Chapter 7 Data Modelling and Prediction techniques for Regression.
In chapter 6 we studied modeling and prediction techniques for Classification, where we predicted the class of the output variable, using Decision tree based algorithms.
In this chapter we will study techniques for regression based prediction and create models for it. As opposite the the classification where we predict a particular class of the output variable, here we will predict a numerical/continuous value.
We will look at two methods of performing this regression based modeling and prediction, first simple linear regression and second regression using decision tree.
7.1 Linear Regression.
Linear regression is a linear approach to modeling the relationship between a scalar response (\(Y\)) and one or more explanatory variables(\(X_i\), where i is the number of explanatory variables).

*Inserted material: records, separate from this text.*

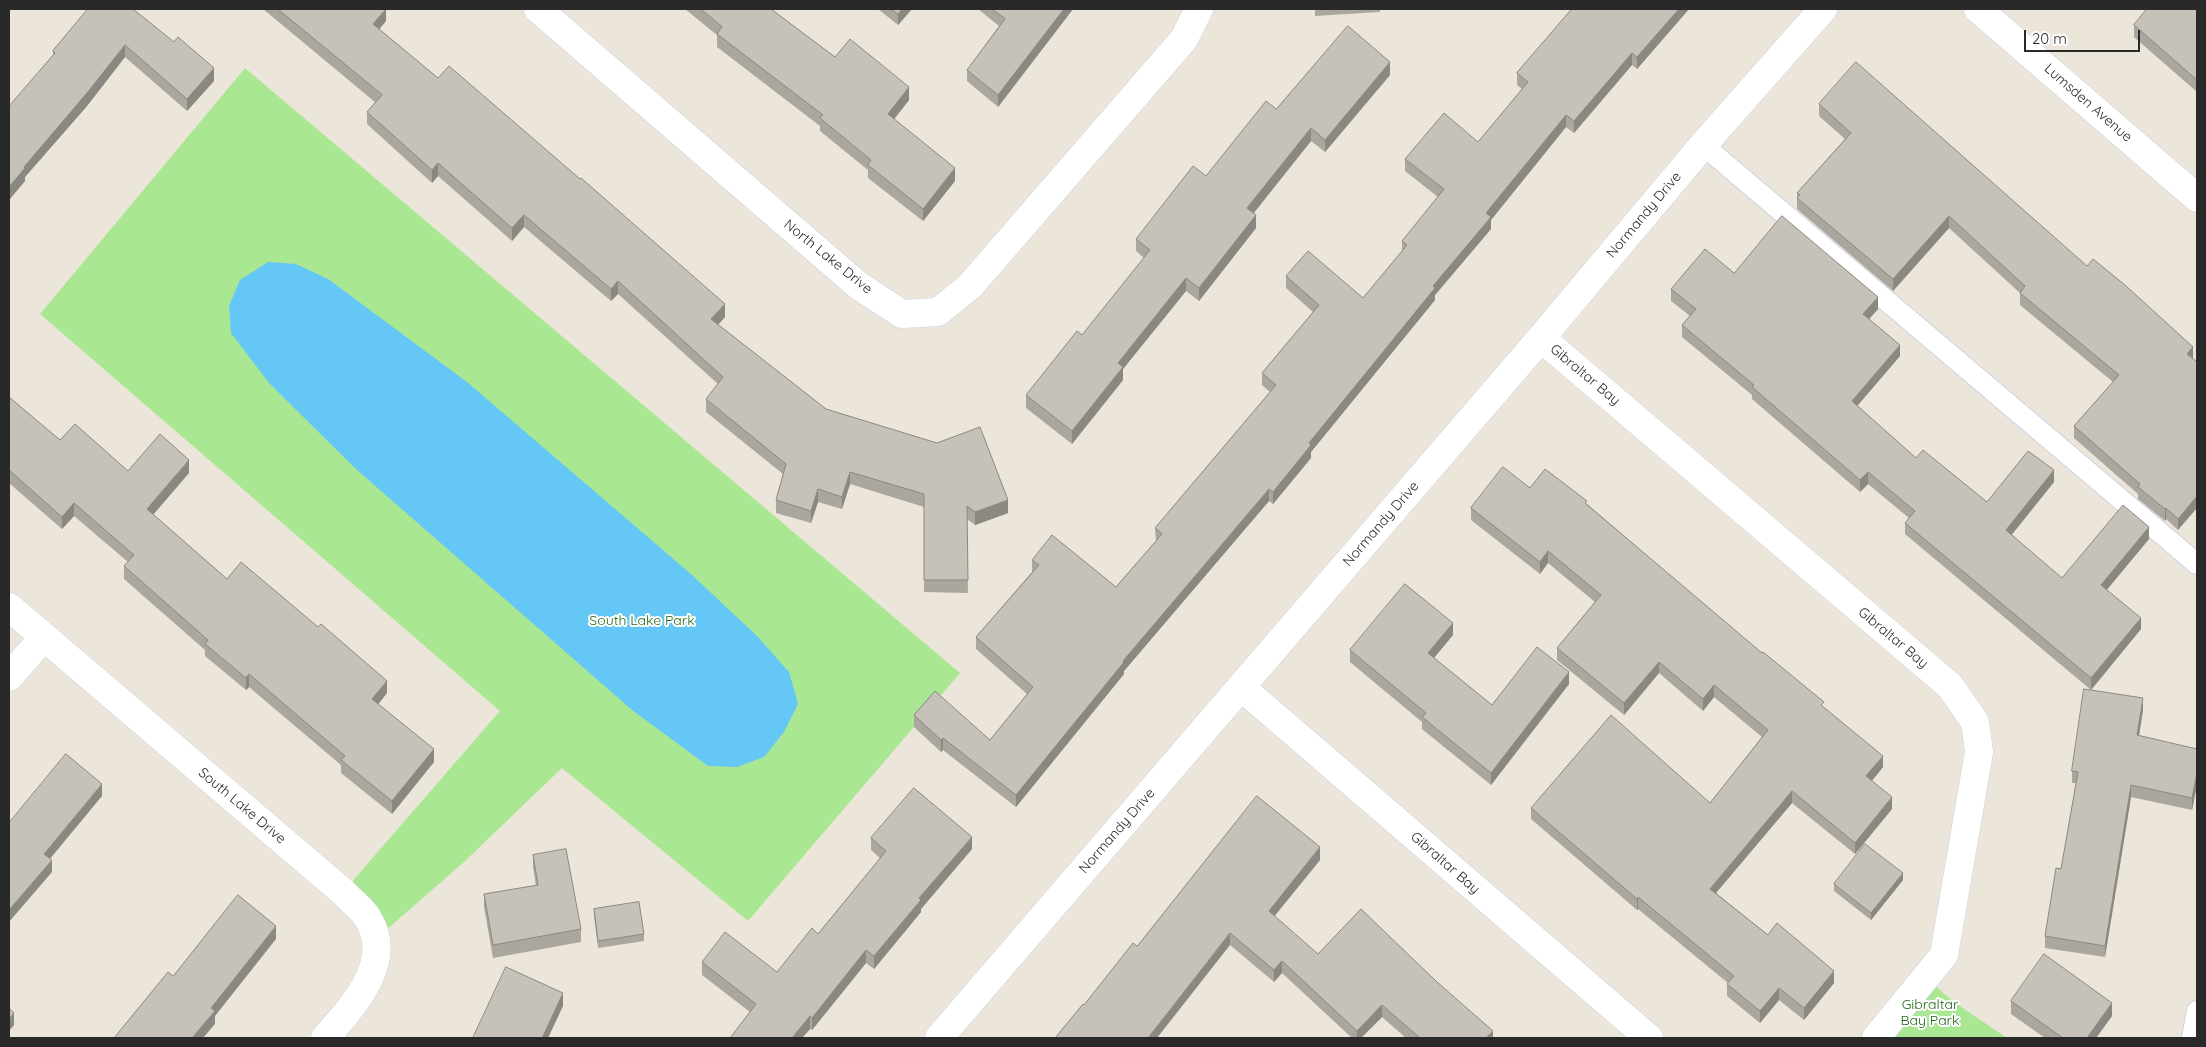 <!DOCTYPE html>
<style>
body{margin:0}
#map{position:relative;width:2206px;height:1047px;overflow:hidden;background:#ece5d9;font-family:Quicksand,sans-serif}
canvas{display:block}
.frame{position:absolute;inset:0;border:10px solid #292929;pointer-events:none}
.scale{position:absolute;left:2024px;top:30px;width:116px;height:22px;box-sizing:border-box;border:2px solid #292929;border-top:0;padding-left:6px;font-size:15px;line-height:18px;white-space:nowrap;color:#292929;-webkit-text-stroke:4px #fff;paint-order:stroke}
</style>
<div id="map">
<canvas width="2206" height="1047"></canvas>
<div class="frame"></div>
<div class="scale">20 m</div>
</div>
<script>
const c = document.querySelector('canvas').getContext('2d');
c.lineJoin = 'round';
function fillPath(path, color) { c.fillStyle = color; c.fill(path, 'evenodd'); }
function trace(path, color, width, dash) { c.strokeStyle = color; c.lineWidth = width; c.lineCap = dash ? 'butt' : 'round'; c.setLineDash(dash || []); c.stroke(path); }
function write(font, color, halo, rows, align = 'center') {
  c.font = font + ' Quicksand,sans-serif'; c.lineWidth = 4; c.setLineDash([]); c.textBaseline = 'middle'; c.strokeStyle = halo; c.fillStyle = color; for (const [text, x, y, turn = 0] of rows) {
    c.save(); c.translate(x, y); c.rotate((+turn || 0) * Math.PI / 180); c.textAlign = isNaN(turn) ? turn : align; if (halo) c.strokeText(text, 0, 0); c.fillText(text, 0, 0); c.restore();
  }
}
const green = new Path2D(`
 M245,68l715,605 -212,248 -186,-153 -98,94 -87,76 -34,-46 157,-181 -460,-397z
 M1926,978l28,24 53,36h-131z`);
const water = new Path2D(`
 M268,262l28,2 32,15 139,103 225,193 65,61 32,36 9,32 -14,28 -20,25 -27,10 -29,-1 -76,-56 -275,-240 -88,-87 -38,-50 -2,-27 11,-26z`);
const lane = new Path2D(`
 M1703,145l494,419
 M2192,1038l5,-27`);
const street = new Path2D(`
 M538,9l321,277 43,28 36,-2 32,-26 214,-247 15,-30
 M1978,9l219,189
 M1541,338l409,348 25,36 4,30 -35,203 -68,83
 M9,607l334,285c7,8 18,16 24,25 29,44 -14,89 -42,121
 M9,677l35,-40
 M1241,687l408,351
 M939,1038l602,-700 162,-193 120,-136`);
const wall = new Path2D(`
 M88,9l126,72 -27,30 -62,-54 -38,49 -62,71v4l-16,19 44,-145v-4z
 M263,9h123v12l-7,8 346,288 -7,8 108,84 182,104 -33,12 -8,-6 1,74 -44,-1v-85l-74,-23 -8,25 -24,-7 -7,21 -35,-10v-13l7,-26 -77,-62v-13l12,-15 -100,-90 -7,7 -87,-74 -12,14 -74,-65 -6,7 -65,-59v-12l8,-10z
 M685,9h86l64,48 74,43 -15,19 61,62 -32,40 -55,-43v-8l-48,-39v-5l-103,-79v-12z
 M878,9h34l-14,16z
 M978,9h95l-75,98 -31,-26v-11l32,-44z
 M1315,9h65v3l-65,4z
 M1572,9h117l-52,60 -5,-4 -58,68 -8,-6 -75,93v9l-56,66v5l-124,152v6l-38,46 -4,-3 -145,170v3l-108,133 -73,-57 -2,2 -27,-25v-12l76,25 37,-46 -51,-45v-12l56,-65v-12l84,27 40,-46 -1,-13 115,-136 -8,-7v-12l51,-61 -27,-24v-12l77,22 39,-47v-10l36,-44 -33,-26v-12l73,-17 44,-53 -5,-4v-12z
 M2197,11v81l-63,-55v-12z
 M1390,75l-65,77 -14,-11 -57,72 2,15 -57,73 -13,-10 -63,78v11l-51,64 -46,-36v-13l56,-60 62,-77 -8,-7v-12l70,-63 70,-67z
 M1819,104l268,162 106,81 -15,183 -12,-11 -1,2 -27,-22v-5l-64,-56v-12l39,-44 -93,-77v-12l-71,-65 -56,63 -96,-82v-16l48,-54 -26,-23z
 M1734,273l144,36 -9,10 31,37 -43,50 59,52 71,44 67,-20 -43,53 51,43 87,-39 -43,51 35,39 -50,61 -186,-156v-11l4,-5 -41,-34 -8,8 -108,-93v-4l-70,-58v-12l8,-9 -19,-15v-12z
 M9,397l51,43 68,31 61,2 -36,41 74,65 160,114 -9,11 56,58 -42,52 -51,-41v-8l-92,-78 -3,3 -41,-34v-6l-81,-71v-13l4,-4 -54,-46 -12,13 -53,-46z
 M1530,488l57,16 237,204 59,59 -11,14 20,28 -37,45 -63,-51 -76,90 52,42 66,48 -30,37 -25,-20 -19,23 -33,-27v-12l1,-1 -90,-74 -1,1 -106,-91v-11l179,-5 52,-66 -48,-40 -11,14 -44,-38 -35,42 -67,-55v-12l38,-46 -47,-39 -8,11 -69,-54v-12z
 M1453,635l-19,23 58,47 77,-21 -78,101 -69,-56v-7l-72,-60v-12z
 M2143,710l-4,26 58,13v36l-5,25 -61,-13 -26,160 -60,-9v-12l16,-67 15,-86h-4v-12z
 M871,838l101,11 -51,60v3l-47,57 -8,-6 -54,67 -2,-1 -8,9h-72l20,-26 -48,-37v-13l75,10 41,-38 62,-76 -9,-8z
 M533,855l48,74v13l-88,16 -9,-51v-13l52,-8 -3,-19z
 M1320,860l-46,56 44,38 175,84h-87l-24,-21 -21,21h-9l-70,-65 -8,9 -44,-37 -146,60 53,-59z
 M1903,880l-32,40 -37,-29v-7z
 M594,909l50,25v7l-46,7 -4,-32z
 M2011,1001l101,15 -16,22h-51l-34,-24z`);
const shadedWall = new Path2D(`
 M386,9v12l-13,16v-13z
 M902,9h10l-14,16v-11z
 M1064,9h9l-75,98v-12z
 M1679,9h10l-52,60v-12z
 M125,45v12l-38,49 -62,71v4l-16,19v-13l15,-20z
 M1632,53v12l-58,68v-12z
 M1390,62v13l-65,77v-12z
 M214,68v13l-27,30v-12z
 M909,87v13l-21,27v-13z
 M1566,115v12l-75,93v9l-56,66v5l-124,152v6l-38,46v-12l36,-49 124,-157 53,-73z
 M1311,128v13l-64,80v-13z
 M438,163v13l-6,7v-13z
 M955,168v13l-32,40v-12z
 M524,215v12l-12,14v-13z
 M1256,215v13l-57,73v-13z
 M1949,216v12l-56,63v-12z
 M1186,278v13l-63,78v11l-51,64v-13l46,-68z
 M618,281v13l-7,7v-12z
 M1878,297v12l-15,17v-12z
 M725,304v13l-14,15v-13z
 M1900,345v11l-48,56v-11z
 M2193,347v12l-6,-5z
 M189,460v13l-42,49v-13z
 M2054,470v12l-48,60v-12z
 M850,472v12l-8,25v-12z
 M1868,472v12l-8,8v-12z
 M818,489v13l-7,21v-12z
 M1269,489v12l-145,170v3l-108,133v-12l107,-134z
 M2197,496v12l-19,22v-11z
 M1008,500v13l-33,12v-13z
 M74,503v13l-12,13v-12z
 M2166,508v11l-1,2v-12z
 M2149,527v12l-48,58v-12z
 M1548,551v12l-8,11v-12z
 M2141,618v11l-50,61v-12z
 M1453,623v12l-25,30v-12z
 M1659,662v11l-35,42v-12z
 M1569,672v12l-78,101v-12z
 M249,674v13l-3,3v-12z
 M387,681v12l-15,19v-13z
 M1714,685v12l-11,14v-12z
 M2143,698v12l-6,37v-12z
 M943,738v12l-2,2v-12z
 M434,749v13l-42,52v-13z
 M1883,756v11l-17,21v-12z
 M2197,773v12l-5,25v-12z
 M102,784v12l-58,70v-12z
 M2131,785v12l-26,160v-11z
 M1792,791v12l-82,97v-11z
 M1892,797v12l-37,45v-11z
 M972,837v12l-51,60v3l-47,57v-13l45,-58z
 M1320,847v13l-51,63v-12z
 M52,860v12l-43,50v-12z
 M1903,873v7l-32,40v-7z
 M1638,897v12l-1,1v-11z
 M276,926v13l-61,77v8l-12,14h-11l19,-30z
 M1230,933v12l-73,93h-9z
 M866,950v13l-54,67v-12z
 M1282,961v12l-8,9v-12z
 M1834,971v12l-30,37v-12z
 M1779,988v12l-19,23v-12z
 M563,993v13l-15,32h-6z
 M2112,1003v13l-16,22h-9z
 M1382,1005v12l-21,21h-4v-7z
 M14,1013v12l-5,6v-12z
 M810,1016v13l-8,9h-10z
 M1493,1031v7h-7z`);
const building = new Path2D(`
 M88,9h45l41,33 4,-5 36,31 -27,31 -62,-54 -38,48 -63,74 1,1 -16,19v-81l46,-53 -2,-2z
 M278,9h108l-13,15 65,54 11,-12 131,113 1,-1 144,126 -14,15 115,90 111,34 43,-16 28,73 -33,12 -8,-6 1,74h-44v-86l-74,-22 -8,25 -24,-8 -7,22 -35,-11 10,-36 -80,-65 17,-22 -105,-96 -7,8 -87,-74 -12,13 -74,-65 -6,7 -65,-58 15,-17z
 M701,9h70l64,48 15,-18 59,48 -21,27 67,54 -32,41 -55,-44 3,-5 -51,-42 3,-3 -106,-81 5,-7z
 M892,9h10l-4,5z
 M992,9h72l-66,86 -31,-25 38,-51z
 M1572,9h107l-42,48 -5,-4 -58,68 -8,-6 -80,98 5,4 -58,69 2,2 -126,155 2,2 -38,47 -4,-3 -146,172 1,1 -108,133 -73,-57 -2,2 -27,-25 21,-24 55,49 43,-53 -57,-50 63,-72 -7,-5 20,-25 64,52 46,-53 -7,-6 121,-143 -14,-12 57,-68 -33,-29 22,-25 55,47 44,-53 -5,-4 42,-52 -39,-30 39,-46 34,29 50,-60 -11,-9z
 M2147,9h47l3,2v69l-63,-55z
 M1348,26l42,36 -65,78 -14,-12 -64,80 9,7 -57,73 -13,-10 -68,85 5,4 -51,64 -46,-36 51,-64 5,4 68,-85 -14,-11 57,-73 13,10 60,-75 10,8z
 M1856,62l231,204 6,-7 32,26 68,62 -6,7 10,8v134l-19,23 -12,-11 -1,1 -27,-22 2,-3 -66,-58 45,-51 -99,-82 5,-7 -76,-70 -56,63 -96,-81 3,-3 -3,-2 54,-60 -32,-29z
 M1782,216l96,81 -15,17 37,31 -48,56 64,57 7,-8 64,52 41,-51 26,19 -48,60 56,48 61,-73 26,22 -48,58 40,33 -50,60 -186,-155 10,-12 -47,-39 -8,8 -108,-93 2,-2 -72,-60 14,-16 -25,-20 34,-40 29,24z
 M9,397l51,43 15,-16 53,47 32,-37 29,26 -42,49 80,70 14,-17 77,65 3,-3 66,57 -15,18 62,50 -42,52 -51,-41 4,-4 -96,-82 -3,4 -41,-34 3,-4 -84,-74 10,-11 -60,-52 -12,14 -53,-47z
 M1503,467l27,21 15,-19 42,32 -2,2 177,150 1,-1 61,50 -3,3 62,51 -17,20 26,21 -37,46 -63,-52 -82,98 58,46 9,-12 57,48 -30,37 -25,-20 -19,23 -33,-27 7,-8 -96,-79 -1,2 -106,-91 80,-93 99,88 58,-73 -54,-45 -11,14 -44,-37 -35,41 -67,-55 44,-53 -53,-44 -8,11 -69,-54z
 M1405,584l48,39 -25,30 64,52 45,-58 32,25 -78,101 -69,-56 4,-4 -76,-63z
 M2084,689l59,9 -6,37 60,14v24l-5,25 -61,-13 -26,161 -60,-10 11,-68 5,1 17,-97 -6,-1z
 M66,754l36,30 -58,70 8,6 -43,50v-87z
 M914,788l58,49 -53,61 2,2 -47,56 -8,-6 -54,68 -2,-2 -18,22h-62l26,-34 -54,-42 23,-30 52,40 35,-44 6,6 68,-83 -15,-13z
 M1257,796l63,51 -51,64 49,43 43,-45 76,73 56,49 -7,7h-66l-38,-33 -25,26 -75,-70 -8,9 -44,-37 -82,105h-93l28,-34 1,1 49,-62 4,3z
 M1865,844l38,29 -32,40 -37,-29z
 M566,849l15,80 -88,16 -9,-51 54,-9 -5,-30z
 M238,895l38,31 -65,82 4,3 -23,27h-78l54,-66 5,4z
 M639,902l5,32 -46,7 -4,-32z
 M2044,954l68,49 -25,35h-24l-52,-37z
 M506,967l57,26 -21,45h-69z
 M9,1008l5,5 -5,6z`);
const streetNames = [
 ["Lumsden Avenue",2088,103,41],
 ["Normandy Drive",1644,215,-50],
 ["North Lake Drive",828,257,39],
 ["Gibraltar Bay",1585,375,40],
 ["Normandy Drive",1381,524,-49],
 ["Gibraltar Bay",1893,638,40],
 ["South Lake Drive",242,806,40],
 ["Normandy Drive",1117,831,-49],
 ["Gibraltar Bay",1445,863,41]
];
const parkNames = [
 ["South Lake Park",642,621],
 ["Gibraltar",1930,1005],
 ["Bay Park",1930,1021]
];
fillPath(green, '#aae792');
fillPath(water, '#64c7f6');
trace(lane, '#cfd1e3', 22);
trace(street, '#cfd1e3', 29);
trace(lane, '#fff', 20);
trace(street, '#fff', 28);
fillPath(wall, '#aba79f');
fillPath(shadedWall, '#8b8882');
fillPath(building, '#c7c2b9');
trace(building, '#8b8882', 1);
write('14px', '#292929', '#fff', streetNames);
write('14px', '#226a15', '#fff', parkNames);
</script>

- Scalar response means the predicted output. These variables are also known as dependent variables i.e. they are derived by applying some law/rule or function onto some other variable/s
- Usually in linear regression, models are used to predict only one scalar variable. But there are two subtype if these models:
- First when there is only one explanatory variable and one output variable. This type of linear regression model known as simple linear regression.
- Second, when there are multiple predictors, i.e. explanatory/dependent variables for the output variable. This type of linear regression model known as multiple linear regression.
- But in the case of prediction of multiple correlated output variables, we call this type of prediction using linear regression model as multivariate linear regression.
- Usually in linear regression, models are used to predict only one scalar variable. But there are two subtype if these models:
- Explanatory variables are the predictors on which the output predictions are based on. These variables are also known as independent variables and are independently sufficient to be used as predictors in regression models.
Since the relationship between the explanatory variables and the output variable is modeled linearly, these models are called as linear models. To do this, we need to find a linear regression equation for the set of input predictors and the output variable.
But without going into the mathematics of finding this linear regression equation, we will use a tool/function provided in R to model and predict the output variable.
7.1.1 Linear regression using lm() function
Syntax for building the regression model using the lm() function is as follows:
lm(formula, data, ...)
- formula: here we mention the prediction column and the other related columns(predictors) on which the prediction will be based on.
prediction ~ predictor1 + predictor2 + predictor3 + ...
- data: here we provide the dataset on which the linear regression model is to be trained.
- formula: here we mention the prediction column and the other related columns(predictors) on which the prediction will be based on.
For more info on the lm() function visit lm()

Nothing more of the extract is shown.